◆ Provided data
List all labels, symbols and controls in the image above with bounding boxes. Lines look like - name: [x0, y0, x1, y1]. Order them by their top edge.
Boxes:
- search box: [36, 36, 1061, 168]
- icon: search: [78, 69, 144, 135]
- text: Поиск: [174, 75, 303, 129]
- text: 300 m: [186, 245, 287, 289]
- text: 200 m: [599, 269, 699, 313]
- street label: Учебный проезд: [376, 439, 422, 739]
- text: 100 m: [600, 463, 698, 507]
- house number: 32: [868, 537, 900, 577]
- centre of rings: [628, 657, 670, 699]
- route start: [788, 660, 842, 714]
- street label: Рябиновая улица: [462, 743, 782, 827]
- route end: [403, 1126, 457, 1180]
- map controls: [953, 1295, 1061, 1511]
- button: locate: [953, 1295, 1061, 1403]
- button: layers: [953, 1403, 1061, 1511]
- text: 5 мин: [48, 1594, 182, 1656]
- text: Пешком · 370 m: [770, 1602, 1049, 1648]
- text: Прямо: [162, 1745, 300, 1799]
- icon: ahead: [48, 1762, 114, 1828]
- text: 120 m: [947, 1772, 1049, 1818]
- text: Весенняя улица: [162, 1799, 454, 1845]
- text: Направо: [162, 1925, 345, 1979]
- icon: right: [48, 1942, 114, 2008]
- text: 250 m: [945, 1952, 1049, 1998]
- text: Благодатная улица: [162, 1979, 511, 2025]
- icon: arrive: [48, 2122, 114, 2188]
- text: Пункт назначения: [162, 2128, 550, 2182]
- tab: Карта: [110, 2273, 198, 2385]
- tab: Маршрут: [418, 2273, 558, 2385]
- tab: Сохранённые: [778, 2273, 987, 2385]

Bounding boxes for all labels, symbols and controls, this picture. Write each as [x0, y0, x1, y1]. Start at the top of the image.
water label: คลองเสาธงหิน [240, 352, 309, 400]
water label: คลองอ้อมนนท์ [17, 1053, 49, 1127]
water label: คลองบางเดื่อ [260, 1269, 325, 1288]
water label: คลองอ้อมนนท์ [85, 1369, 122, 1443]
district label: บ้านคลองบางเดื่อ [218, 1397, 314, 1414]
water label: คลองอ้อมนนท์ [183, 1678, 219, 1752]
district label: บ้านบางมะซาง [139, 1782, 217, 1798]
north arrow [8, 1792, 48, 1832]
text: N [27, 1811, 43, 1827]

◆ About this exercise
Up to the line containing "Bounding boxes for", skip everything; from that line through the last line above, return each line exactly.

◆ Solution to this problem
Bounding boxes for all labels, symbols and controls, this picture. Write each as [x0, y0, x1, y1]. Start at the top of the image.
water label: คลองเสาธงหิน [240, 352, 309, 400]
water label: คลองอ้อมนนท์ [17, 1053, 49, 1127]
water label: คลองบางเดื่อ [260, 1269, 325, 1288]
water label: คลองอ้อมนนท์ [85, 1369, 122, 1443]
district label: บ้านคลองบางเดื่อ [218, 1397, 314, 1414]
water label: คลองอ้อมนนท์ [183, 1678, 219, 1752]
district label: บ้านบางมะซาง [139, 1782, 217, 1798]
north arrow [8, 1792, 48, 1832]
text: N [27, 1811, 43, 1827]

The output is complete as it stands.